Every line in the records below that holds the word "content" is to be copied.

*** Block opens ***

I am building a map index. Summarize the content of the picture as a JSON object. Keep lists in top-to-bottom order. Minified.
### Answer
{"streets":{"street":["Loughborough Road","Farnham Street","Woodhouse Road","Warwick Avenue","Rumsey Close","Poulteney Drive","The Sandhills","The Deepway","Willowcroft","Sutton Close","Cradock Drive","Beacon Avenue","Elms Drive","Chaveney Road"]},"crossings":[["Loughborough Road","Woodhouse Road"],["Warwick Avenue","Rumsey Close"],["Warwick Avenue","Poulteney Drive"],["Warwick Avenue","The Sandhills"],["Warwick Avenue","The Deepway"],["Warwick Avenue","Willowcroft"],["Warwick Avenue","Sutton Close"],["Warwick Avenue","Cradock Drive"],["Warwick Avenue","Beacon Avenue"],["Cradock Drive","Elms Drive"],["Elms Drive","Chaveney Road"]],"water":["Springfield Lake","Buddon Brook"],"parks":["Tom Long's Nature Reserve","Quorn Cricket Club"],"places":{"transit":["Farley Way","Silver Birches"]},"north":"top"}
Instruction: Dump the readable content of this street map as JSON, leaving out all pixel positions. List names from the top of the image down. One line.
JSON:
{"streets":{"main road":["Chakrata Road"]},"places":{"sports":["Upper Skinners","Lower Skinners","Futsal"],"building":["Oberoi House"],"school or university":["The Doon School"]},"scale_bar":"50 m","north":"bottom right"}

*** Block closes ***

_ANSWER TO THIS TASK_
I am building a map index. Summarize the content of the picture as a JSON object. Keep lists in top-to-bottom order. Minified.
Instruction: Dump the readable content of this street map as JSON, leaving out all pixel positions. List names from the top of the image down. One line.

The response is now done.